*** Begin section ***

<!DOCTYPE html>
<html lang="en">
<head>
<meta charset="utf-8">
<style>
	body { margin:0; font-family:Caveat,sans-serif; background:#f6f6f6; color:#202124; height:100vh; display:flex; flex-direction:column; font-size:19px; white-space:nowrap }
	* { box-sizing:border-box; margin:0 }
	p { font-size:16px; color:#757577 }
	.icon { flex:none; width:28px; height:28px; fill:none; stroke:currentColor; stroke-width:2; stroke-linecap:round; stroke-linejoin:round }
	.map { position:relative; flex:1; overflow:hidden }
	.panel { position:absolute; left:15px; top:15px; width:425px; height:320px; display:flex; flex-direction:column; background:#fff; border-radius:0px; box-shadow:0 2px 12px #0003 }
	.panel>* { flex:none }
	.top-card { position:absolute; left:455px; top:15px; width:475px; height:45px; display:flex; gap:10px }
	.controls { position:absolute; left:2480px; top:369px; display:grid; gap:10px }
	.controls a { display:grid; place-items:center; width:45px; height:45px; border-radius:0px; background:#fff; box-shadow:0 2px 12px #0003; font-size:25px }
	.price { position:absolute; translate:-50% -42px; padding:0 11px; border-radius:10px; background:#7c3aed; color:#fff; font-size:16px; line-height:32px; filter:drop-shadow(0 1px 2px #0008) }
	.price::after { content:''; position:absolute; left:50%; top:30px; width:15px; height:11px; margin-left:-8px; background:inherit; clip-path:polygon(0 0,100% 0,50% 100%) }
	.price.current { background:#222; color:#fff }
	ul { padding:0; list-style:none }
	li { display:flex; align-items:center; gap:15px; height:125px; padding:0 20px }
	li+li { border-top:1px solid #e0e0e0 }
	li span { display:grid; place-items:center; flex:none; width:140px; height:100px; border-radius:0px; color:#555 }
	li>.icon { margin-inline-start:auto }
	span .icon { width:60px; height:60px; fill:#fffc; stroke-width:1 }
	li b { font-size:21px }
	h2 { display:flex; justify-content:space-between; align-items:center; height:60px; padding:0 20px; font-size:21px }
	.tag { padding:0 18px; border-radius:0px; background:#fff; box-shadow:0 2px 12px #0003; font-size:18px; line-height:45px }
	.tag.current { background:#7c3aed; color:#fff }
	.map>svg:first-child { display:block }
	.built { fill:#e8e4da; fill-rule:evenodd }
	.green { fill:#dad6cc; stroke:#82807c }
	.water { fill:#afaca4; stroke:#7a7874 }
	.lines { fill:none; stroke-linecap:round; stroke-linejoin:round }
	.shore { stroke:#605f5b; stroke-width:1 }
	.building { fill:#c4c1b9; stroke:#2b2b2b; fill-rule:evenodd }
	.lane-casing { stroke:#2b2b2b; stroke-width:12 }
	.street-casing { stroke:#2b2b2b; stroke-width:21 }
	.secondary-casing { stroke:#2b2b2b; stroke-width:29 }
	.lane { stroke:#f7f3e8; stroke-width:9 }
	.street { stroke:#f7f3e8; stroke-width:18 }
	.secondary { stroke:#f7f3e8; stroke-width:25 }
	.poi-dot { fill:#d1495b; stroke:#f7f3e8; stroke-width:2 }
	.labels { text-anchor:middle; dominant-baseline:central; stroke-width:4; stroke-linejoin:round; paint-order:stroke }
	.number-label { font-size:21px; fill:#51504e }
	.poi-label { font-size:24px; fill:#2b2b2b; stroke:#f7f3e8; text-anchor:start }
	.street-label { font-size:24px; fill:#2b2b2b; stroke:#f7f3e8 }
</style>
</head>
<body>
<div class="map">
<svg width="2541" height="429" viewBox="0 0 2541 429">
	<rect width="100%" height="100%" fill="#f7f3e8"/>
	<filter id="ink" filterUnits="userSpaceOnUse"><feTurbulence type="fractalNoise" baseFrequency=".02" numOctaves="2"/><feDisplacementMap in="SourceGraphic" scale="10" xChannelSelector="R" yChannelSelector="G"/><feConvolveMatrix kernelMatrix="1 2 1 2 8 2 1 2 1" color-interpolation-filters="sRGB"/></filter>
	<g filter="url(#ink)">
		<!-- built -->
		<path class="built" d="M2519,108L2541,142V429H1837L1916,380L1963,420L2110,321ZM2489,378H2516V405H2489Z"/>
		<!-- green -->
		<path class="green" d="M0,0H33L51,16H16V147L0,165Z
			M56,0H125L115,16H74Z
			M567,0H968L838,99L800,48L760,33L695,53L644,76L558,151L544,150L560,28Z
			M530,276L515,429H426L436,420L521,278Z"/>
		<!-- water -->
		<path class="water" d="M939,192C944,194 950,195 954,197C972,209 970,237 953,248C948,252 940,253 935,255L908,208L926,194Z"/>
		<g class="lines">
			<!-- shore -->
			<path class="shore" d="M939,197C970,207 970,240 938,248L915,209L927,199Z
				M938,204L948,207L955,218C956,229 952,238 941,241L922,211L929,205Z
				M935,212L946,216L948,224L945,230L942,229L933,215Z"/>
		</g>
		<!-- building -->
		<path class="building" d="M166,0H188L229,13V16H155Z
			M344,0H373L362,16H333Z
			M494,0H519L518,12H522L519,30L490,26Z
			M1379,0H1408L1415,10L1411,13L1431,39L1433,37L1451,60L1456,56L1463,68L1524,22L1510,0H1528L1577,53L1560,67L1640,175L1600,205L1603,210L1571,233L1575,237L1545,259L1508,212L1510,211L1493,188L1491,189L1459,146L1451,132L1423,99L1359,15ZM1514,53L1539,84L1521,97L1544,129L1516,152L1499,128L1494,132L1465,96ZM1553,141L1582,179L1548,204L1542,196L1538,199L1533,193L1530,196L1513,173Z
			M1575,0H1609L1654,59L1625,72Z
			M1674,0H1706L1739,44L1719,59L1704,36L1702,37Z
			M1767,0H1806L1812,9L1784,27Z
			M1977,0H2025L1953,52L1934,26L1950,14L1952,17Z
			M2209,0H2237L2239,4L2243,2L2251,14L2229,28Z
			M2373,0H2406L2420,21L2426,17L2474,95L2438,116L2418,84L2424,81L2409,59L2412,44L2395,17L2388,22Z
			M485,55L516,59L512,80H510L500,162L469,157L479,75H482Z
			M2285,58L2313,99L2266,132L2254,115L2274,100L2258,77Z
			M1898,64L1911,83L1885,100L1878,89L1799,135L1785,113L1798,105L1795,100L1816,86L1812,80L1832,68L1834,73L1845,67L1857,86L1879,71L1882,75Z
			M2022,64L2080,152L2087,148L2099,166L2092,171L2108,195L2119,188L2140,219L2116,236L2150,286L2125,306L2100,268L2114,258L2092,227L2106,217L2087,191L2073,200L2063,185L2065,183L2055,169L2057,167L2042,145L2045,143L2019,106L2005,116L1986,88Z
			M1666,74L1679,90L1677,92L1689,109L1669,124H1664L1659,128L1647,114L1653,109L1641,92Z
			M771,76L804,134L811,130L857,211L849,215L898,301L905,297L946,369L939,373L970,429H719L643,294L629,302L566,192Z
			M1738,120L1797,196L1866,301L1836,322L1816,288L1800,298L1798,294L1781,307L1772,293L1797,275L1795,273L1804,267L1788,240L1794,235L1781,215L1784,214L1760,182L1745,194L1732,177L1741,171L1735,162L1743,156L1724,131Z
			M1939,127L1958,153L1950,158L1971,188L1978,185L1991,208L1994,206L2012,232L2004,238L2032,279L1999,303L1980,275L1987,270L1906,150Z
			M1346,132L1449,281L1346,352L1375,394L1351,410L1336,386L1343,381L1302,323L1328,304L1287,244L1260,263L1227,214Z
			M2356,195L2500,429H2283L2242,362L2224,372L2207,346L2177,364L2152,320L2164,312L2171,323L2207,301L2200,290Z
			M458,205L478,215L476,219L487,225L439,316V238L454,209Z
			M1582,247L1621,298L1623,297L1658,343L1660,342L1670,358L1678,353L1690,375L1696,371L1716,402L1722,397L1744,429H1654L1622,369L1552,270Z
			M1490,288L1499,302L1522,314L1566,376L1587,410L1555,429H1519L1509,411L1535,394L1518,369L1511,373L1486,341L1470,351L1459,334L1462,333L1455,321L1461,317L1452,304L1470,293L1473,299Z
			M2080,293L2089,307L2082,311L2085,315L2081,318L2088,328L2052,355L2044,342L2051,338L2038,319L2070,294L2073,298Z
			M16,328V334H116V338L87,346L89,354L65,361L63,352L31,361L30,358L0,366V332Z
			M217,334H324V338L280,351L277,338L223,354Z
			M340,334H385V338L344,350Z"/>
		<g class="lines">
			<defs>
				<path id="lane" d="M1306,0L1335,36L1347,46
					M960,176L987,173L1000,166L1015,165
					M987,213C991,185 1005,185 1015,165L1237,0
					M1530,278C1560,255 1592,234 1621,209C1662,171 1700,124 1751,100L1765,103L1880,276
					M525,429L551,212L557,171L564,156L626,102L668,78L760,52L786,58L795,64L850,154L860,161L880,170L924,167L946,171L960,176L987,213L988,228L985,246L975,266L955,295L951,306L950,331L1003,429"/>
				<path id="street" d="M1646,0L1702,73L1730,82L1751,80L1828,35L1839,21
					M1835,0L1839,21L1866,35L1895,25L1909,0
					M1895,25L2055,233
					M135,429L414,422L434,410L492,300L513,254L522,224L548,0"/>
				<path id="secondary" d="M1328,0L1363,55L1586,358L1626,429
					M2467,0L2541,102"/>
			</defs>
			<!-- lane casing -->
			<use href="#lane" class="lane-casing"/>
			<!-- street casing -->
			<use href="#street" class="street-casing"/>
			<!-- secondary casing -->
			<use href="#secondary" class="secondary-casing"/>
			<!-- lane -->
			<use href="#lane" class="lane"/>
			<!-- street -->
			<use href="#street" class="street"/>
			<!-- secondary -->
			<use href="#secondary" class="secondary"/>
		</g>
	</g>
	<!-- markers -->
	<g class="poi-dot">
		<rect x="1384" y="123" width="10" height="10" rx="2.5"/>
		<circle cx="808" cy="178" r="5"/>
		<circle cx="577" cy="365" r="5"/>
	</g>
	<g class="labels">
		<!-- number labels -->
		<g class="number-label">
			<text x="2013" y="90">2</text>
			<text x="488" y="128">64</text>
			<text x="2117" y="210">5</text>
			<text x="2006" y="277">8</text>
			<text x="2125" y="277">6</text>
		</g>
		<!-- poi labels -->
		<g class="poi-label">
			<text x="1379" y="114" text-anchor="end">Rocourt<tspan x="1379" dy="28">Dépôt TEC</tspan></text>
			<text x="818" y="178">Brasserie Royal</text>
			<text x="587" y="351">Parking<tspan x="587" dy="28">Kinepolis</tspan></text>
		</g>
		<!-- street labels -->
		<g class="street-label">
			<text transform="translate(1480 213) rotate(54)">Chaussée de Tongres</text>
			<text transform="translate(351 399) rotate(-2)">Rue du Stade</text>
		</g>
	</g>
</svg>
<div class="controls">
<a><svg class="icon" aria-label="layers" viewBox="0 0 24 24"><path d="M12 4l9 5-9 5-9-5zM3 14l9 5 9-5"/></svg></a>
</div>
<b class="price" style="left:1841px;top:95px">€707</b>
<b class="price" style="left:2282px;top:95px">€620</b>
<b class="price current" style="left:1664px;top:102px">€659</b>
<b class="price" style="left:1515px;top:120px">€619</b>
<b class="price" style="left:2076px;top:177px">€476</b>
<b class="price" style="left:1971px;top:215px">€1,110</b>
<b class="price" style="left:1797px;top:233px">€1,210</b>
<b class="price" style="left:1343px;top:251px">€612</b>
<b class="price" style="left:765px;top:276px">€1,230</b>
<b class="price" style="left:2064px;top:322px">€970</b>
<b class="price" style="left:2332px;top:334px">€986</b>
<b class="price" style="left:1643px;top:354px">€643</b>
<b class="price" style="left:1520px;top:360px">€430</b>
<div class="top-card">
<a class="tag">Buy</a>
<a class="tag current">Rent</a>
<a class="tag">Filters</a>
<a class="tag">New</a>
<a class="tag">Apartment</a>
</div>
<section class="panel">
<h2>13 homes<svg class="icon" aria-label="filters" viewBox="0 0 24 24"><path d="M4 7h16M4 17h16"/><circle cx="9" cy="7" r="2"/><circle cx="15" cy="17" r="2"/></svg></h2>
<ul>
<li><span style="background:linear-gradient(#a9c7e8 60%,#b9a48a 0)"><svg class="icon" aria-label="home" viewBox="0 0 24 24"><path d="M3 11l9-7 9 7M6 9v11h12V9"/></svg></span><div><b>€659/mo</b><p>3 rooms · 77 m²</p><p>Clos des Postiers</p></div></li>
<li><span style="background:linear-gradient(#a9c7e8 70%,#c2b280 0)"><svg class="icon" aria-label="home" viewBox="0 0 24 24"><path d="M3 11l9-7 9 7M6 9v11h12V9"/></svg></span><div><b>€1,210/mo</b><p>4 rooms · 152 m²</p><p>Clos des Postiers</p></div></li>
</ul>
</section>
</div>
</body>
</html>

*** End section ***

TASK GOAL: Word for word, quote the lines of the material from the first line through the line with "display:grid; place-items:center; width:45px;", both ends included.

TASK SOLUTION:
<!DOCTYPE html>
<html lang="en">
<head>
<meta charset="utf-8">
<style>
	body { margin:0; font-family:Caveat,sans-serif; background:#f6f6f6; color:#202124; height:100vh; display:flex; flex-direction:column; font-size:19px; white-space:nowrap }
	* { box-sizing:border-box; margin:0 }
	p { font-size:16px; color:#757577 }
	.icon { flex:none; width:28px; height:28px; fill:none; stroke:currentColor; stroke-width:2; stroke-linecap:round; stroke-linejoin:round }
	.map { position:relative; flex:1; overflow:hidden }
	.panel { position:absolute; left:15px; top:15px; width:425px; height:320px; display:flex; flex-direction:column; background:#fff; border-radius:0px; box-shadow:0 2px 12px #0003 }
	.panel>* { flex:none }
	.top-card { position:absolute; left:455px; top:15px; width:475px; height:45px; display:flex; gap:10px }
	.controls { position:absolute; left:2480px; top:369px; display:grid; gap:10px }
	.controls a { display:grid; place-items:center; width:45px; height:45px; border-radius:0px; background:#fff; box-shadow:0 2px 12px #0003; font-size:25px }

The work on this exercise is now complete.